China envisages a regional order of ‘Asia for Asians’ (whatever that means), where there are shared interests (common security). It sees economic power as security and security as economic strength (comprehensive security). And it believes we work collectively to achieve desired outcomes (cooperative security). All this within a context of sustainable processes. This approach is a direct challenge to the hub and spokes alliance system (outmoded Cold War thinking, according to Chinese interlocutors, entailing neither common, comprehensive nor cooperative security). It will require many states, including the US’s close Asian security allies, to consider to what extent the different approaches can be accommodated.
The building blocks for China’s approach were seen most recently at the first annual non-governmental CICA Forum, held in Beijing in late May. Some 350 participants from Israel, Turkey and Iran in the west, through the Gulf region, Central and South Asian states to a number of East Asian states attended. Only two western states were represented: New Zealand and Australia, by an academic and a journalist respectively. No western embassies attended the conference as observers, although some 30 Beijing based diplomatic missions did attend.
From that conference and from other analyses we can see an overarching system appearing. The so-called One Belt, One Road economic initiatives, the AIIB, the new security concept and nascent moves to link the Shanghai Cooperation Organisation (SCO) and the Russian-backed Eurasian Economic Union to the BRICS grouping. This potentially could see the emergence of an integrated region running from East Asia through Central and South Asia to West Asia and Europe. One recent discussion of the range of China’s activities notes that these ambitions are not ‘necessarily menacing or pernicious. But it does make them China-centric’. We should not fear China, but we should watch the country’s activities closely.
The core of this system will be the economic relationships between the states in this new region and the transport and communication infrastructures needed to support them. Security will be achieved because all will be working within a ‘common, comprehensive and cooperative’ framework. The system will have China at its centre, but it is an open question as to what that might mean for New Zealand and for other states committed to current processes.
Huang noted that there is a distinct possibility that the regional institutions that New Zealand has grown used to and is comfortable with may become irrelevant to China over time. He is right. China’s new preferred framework will stand alongside the current Asia-Pacific regional system, but given the overlapping membership it is possible that the Asia-Pacific will be subsumed into pan-Asian integration, with redundant activities and processes withering away or being completely transformed.
If this analysis is accurate, it raises two questions. The first question is normative and urgent: ‘what will the rules and norms of this new system be?’. The second question that flows from this is ‘which order should New Zealand prefer and promote?’. There are obvious logical possibilities: New Zealand could work to maintain the status quo; it could attempt to keep a foot in all camps; or it could embrace the new economic processes and the new security concept.

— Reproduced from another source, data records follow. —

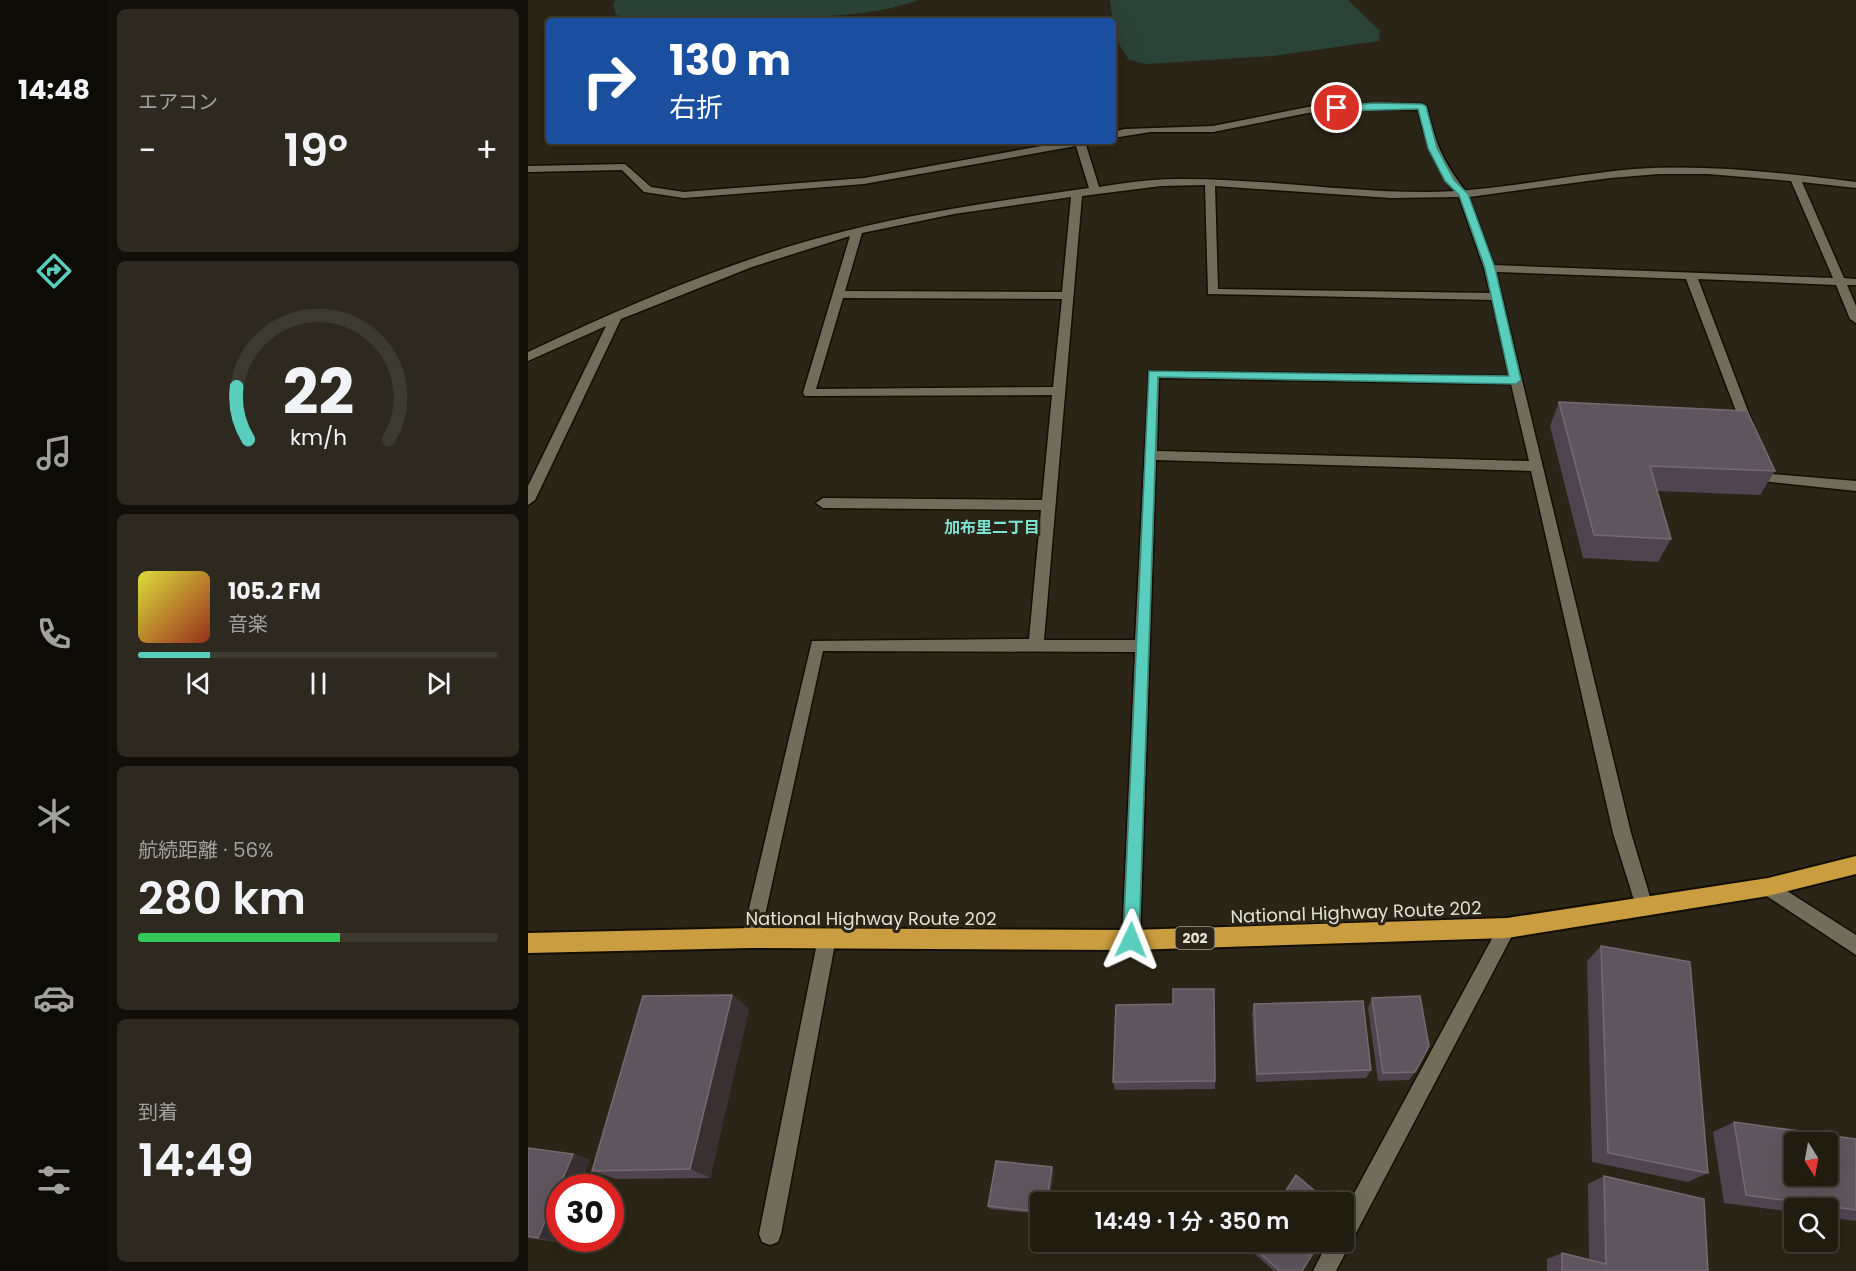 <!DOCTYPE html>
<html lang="ja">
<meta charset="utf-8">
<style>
:root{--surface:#201c10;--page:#2d291e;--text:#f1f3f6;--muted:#a2a19f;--line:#3d3a30;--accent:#5acebd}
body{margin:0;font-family:Poppins,"Noto Sans JP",sans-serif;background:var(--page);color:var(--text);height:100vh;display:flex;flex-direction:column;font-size:22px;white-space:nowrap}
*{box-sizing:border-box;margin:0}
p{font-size:20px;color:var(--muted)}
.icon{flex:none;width:33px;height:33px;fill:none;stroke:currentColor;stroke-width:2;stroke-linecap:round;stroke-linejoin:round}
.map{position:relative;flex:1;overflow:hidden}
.details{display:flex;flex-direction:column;gap:9px;padding:9px;background:#120f09;width:420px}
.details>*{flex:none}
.banner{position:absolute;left:18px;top:18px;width:570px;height:126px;border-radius:6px;box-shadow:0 6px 24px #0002,0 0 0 2px var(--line);background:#1a4fa0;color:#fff;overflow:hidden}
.needle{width:39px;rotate:169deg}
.tools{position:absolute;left:1256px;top:1132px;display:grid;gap:12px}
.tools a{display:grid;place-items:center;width:54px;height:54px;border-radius:6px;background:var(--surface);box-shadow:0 6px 24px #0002,0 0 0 2px var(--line);font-size:30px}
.speed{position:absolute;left:18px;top:1174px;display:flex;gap:12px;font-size:30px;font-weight:700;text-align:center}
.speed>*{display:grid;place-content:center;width:78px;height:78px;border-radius:50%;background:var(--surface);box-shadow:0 6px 24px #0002,0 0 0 2px var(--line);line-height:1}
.speed .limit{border:9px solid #d22;background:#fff;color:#111}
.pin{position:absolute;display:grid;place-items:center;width:51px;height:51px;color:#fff;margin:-26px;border:3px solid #fff;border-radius:50%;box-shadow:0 2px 6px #0007}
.me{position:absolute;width:66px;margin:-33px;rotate:2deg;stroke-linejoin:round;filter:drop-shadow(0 0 4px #0008)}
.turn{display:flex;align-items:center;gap:21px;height:126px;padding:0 24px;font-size:27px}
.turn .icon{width:78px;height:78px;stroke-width:2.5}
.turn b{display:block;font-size:42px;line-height:51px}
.big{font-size:45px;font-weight:600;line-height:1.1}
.details .card{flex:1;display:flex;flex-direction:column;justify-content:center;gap:9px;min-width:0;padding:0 21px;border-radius:9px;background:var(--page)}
.details .dial{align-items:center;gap:0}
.dial svg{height:156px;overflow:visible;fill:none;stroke:var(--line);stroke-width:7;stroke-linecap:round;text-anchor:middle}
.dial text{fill:var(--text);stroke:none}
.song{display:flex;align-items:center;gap:18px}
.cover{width:72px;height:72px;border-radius:9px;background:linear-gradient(135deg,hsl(60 70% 55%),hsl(10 70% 35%))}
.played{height:6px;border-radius:3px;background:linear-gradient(90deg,var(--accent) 20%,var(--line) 20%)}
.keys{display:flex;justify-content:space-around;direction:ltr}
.heat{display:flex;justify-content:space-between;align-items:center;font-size:33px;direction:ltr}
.charge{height:9px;border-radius:4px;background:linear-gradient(90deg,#34c759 56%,var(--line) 0)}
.trip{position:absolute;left:502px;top:1192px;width:324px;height:60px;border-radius:6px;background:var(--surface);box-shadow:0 6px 24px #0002,0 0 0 2px var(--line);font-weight:600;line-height:60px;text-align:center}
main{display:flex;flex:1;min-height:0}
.dock{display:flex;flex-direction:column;width:108px;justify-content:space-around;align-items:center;background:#0d0b06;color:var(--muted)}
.dock .icon{width:42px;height:42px}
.dock .on{color:var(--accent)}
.dock b{font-size:27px;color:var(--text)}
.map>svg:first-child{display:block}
.green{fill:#2b4336}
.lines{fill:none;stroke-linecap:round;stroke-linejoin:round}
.service-casing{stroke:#130e02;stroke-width:3}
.minor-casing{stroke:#130e02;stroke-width:3}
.secondary-casing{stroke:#130e02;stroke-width:3}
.trunk-casing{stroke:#130e02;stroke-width:4}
.service{fill:#726c5b;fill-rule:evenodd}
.minor{fill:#726c5b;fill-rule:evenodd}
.secondary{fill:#726c5b;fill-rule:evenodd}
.trunk{fill:#c99d40;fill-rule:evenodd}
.wall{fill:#4f444f}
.shaded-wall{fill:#3a3032}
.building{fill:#5f555e;stroke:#746a70;stroke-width:1.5;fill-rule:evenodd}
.route{fill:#5acebd;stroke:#3a867b;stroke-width:1.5}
.labels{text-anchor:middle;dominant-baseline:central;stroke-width:6;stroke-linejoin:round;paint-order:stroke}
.shield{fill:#2a2516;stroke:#aca89c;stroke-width:1.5}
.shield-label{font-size:14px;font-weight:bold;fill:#e3e0d6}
.neighbourhood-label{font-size:16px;font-weight:bold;fill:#7de4d4;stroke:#2a2516}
.near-street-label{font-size:18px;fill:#e3e0d6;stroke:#2a2516}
</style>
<main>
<nav class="dock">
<b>14:48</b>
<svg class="icon on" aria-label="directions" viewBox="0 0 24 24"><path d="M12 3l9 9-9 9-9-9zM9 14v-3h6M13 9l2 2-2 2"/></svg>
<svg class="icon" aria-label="music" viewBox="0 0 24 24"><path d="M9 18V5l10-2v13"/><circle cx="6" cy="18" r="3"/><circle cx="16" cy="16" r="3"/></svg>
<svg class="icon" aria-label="phone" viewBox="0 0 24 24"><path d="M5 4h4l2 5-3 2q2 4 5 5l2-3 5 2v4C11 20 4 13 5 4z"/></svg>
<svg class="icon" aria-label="climate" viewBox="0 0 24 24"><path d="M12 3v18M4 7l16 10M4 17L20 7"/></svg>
<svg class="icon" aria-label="car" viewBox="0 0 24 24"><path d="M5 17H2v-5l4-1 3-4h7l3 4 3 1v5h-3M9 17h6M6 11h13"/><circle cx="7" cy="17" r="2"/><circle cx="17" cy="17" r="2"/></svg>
<svg class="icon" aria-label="filters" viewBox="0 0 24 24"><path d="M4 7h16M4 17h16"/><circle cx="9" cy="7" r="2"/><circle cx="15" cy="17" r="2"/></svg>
</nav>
<section class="details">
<div class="card"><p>エアコン</p>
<div class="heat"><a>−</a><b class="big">19°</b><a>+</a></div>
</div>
<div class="card dial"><svg viewBox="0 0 100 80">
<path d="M14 69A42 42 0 1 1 86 69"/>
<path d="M14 69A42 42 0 0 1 8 42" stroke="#5acebd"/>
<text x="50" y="56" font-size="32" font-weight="700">22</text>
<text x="50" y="72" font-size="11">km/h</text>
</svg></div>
<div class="card">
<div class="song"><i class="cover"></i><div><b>105.2 FM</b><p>音楽</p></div></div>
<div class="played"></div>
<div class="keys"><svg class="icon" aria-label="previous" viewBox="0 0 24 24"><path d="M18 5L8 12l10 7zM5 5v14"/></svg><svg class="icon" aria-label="pause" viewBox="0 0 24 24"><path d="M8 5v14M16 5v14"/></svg><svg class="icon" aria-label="next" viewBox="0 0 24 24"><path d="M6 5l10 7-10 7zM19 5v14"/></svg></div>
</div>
<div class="card"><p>航続距離 · 56%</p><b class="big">280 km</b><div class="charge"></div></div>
<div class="card"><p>到着</p><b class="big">14:49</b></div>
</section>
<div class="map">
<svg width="1328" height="1271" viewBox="0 0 1328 1271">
<rect width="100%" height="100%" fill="#2a2516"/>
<g class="green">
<path d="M 88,0 L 390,0 C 342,18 286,16 235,19 C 193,21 127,28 88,15 L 85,5 Z"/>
<polygon points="582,0 820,0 852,31 851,41 745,56 618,64 601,60 587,38"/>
</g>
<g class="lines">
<defs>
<g id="service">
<path d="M 894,104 L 899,107 C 907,144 917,165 940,194 L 939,196 L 931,196 C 907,170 897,141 889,107 Z"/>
<polygon points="299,929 305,932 308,938 253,1234 250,1242 242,1245 234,1242 231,1234 290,938 293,932"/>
</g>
<g id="minor">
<polygon points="879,104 894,104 899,107 894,110 832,109 785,112 685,132 622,132 585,138 585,132 597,129 685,126 785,106"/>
<path d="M 541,141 L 557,142 L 571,187 C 597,183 622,179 648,179 C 731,178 814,192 898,192 C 968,192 1036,175 1106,169 C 1180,164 1255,173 1328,182 L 1328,188 L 1274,182 L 1316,278 L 1328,279 L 1328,285 L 1319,285 L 1328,306 L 1328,323 L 1322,319 L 1308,285 L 1170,279 L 1226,427 L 1220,431 L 1214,427 L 1158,279 L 968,272 L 1103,833 L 1125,907 L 1122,913 L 1116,916 L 1110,913 L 1085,833 L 1003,471 L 628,460 L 612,940 L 609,946 L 603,949 L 597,946 L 594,940 L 607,652 L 295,651 L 232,938 L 229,944 L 223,947 L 217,944 L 214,938 L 284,641 L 501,639 L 513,510 L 295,508 L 288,503 L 295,498 L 514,500 L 524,395 L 277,396 L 275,393 L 322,236 L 224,267 L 93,319 L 7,500 L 0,505 L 0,486 L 78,326 L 0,361 L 0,352 C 92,309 185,268 283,240 C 375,214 468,201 561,188 L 548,146 L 336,184 L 156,198 L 116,192 L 94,170 L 0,172 L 0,166 L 97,164 L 123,187 L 156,192 L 336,178 ZM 1131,174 L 1180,174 L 1263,181 L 1305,278 L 966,265 L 941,197 L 1082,178 ZM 677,185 L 680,294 L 964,300 L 981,376 L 621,371 L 607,640 L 516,640 L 554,196 L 633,186 ZM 687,186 L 863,198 L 931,197 L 956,268 L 962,293 L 690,289 ZM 543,197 L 534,292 L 317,291 L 334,233 L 426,214 ZM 315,298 L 534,299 L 525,387 L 288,389 ZM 631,378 L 983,384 L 1001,461 L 629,451 Z"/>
<polygon points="1233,459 1238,461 1244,474 1328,481 1328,491 1234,481 1226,464"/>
<polygon points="979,919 985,922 988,928 985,934 808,1271 785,1271 800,1242 816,1242 816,1212 973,922"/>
</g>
<polygon id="secondary" points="1240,879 1328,935 1328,955 1234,893 1231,887 1234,881"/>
<polygon id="trunk" points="1328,856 1328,874 1240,896 979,938 603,950 223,948 0,953 0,933 223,928 603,930 979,918 1240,878"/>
</defs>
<use href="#service" class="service-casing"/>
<use href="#minor" class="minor-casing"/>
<use href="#secondary" class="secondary-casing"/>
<use href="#trunk" class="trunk-casing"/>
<use href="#service" class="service"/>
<use href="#minor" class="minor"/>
<use href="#secondary" class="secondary"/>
<use href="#trunk" class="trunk"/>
</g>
<g class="wall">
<polygon points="1031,402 1247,471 1232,495 1129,491 1143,539 1130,562 1055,558 1022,426"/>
<polygon points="1073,946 1180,1173 1160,1182 1064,1162 1059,961"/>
<polygon points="204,995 221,1009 182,1178 88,1179 64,1171"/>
<polygon points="844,998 887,1072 881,1080 850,1081 840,1008"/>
<polygon points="645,1004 687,1081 687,1089 587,1090 585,1082"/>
<polygon points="726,1004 843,1070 838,1078 728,1082 724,1013"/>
<polygon points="1206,1122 1328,1139 1328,1221 1299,1217 1299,1209 1266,1209 1266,1212 1196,1203 1185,1132"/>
<polygon points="0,1148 45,1154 62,1160 50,1188 32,1188 32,1235 29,1242 0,1238"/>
<polygon points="524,1167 526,1171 521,1203 513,1203 513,1214 463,1209 460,1206"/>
<polygon points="1076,1176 1180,1271 1019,1271 1019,1259 1034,1253 1061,1259 1060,1184"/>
<polygon points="722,1245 774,1271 746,1271 721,1249"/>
</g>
<g class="shaded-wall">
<polygon points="204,995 221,1009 182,1178 162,1169"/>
<polygon points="45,1154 62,1160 50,1188 32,1188 32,1235 29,1242 10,1238"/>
<polygon points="524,1167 526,1171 521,1203 519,1203"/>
</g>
<g class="building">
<polygon points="1031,402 1219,411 1247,471 1122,466 1143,539 1066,535"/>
<polygon points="1073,946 1162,962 1180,1173 1080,1153"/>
<polygon points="645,989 686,989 687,1081 585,1082 588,1005 645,1004"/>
<polygon points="204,995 162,1169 64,1171 115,996"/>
<polygon points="892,996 901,1046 887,1072 855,1073 844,998"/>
<polygon points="835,1001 843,1070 729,1074 726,1004"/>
<path d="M 1206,1122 L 1328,1139 L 1328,1210 L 1218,1195 ZM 1266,1143 L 1299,1143 L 1299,1176 L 1266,1176 Z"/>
<polygon points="0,1148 45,1154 10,1238 0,1236"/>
<polygon points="468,1161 524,1167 519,1203 513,1203 513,1212 460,1206"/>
<polygon points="768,1175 801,1203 750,1203"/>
<polygon points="1076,1176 1176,1199 1180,1271 1034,1271 1034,1253 1078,1264"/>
<polygon points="724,1242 792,1242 774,1271 752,1271 722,1245"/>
</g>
<polygon class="route" points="847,103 894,104 898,106 909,148 926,180 940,194 967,268 993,380 988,384 630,377 611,940 609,946 603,948 597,946 595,940 621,371 981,376 957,268 931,195 917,181 900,148 890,109 809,111 805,108 809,106"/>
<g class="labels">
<rect class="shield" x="647.5" y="927" width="39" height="22" rx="4.5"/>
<g class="shield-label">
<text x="667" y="938">202</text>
</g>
<g class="neighbourhood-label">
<text x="464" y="527">加布里二丁目</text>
</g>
<g class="near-street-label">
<text transform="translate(828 912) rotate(-2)">National Highway Route 202</text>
<text x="343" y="918">National Highway Route 202</text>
</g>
</g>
</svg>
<div class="tools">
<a><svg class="needle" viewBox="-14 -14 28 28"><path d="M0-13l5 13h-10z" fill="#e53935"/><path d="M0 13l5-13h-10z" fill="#a2a19f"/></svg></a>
<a><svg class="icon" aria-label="search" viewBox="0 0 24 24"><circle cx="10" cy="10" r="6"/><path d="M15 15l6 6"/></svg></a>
</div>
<div class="speed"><div class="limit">30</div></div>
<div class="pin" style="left:809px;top:108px;background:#d93025"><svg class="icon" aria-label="arrive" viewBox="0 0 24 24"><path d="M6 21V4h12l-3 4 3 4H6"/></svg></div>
<svg class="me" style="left:603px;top:940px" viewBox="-20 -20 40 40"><path d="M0-17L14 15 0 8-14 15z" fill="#5acebd" stroke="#fff" stroke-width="4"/></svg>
<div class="trip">14:49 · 1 分 · 350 m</div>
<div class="banner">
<div class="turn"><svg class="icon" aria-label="right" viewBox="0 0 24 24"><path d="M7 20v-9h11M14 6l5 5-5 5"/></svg><div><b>130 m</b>右折</div></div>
</div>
</div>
</main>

Such choices are probably mutually exclusive positions and so the particular answers are important.
It is too soon to argue for any single position. But Wellington needs to be aware that depending on how East Asia reacts to China’s initiatives and activities in the South and East China seas, the security component of the status quo position will either fade or increase in relevance. The worst case scenario for Wellington would be if the new system became a competitor to the current one and New Zealand is forced to takes sides. For the moment the best course for New Zealand is to keep a close watch on the developing integrated region to determine its opportunities and potential costs, promote cooperation between all players and adherence to rules and norms acceptable to New Zealand, and to develop links with potential new players in the region.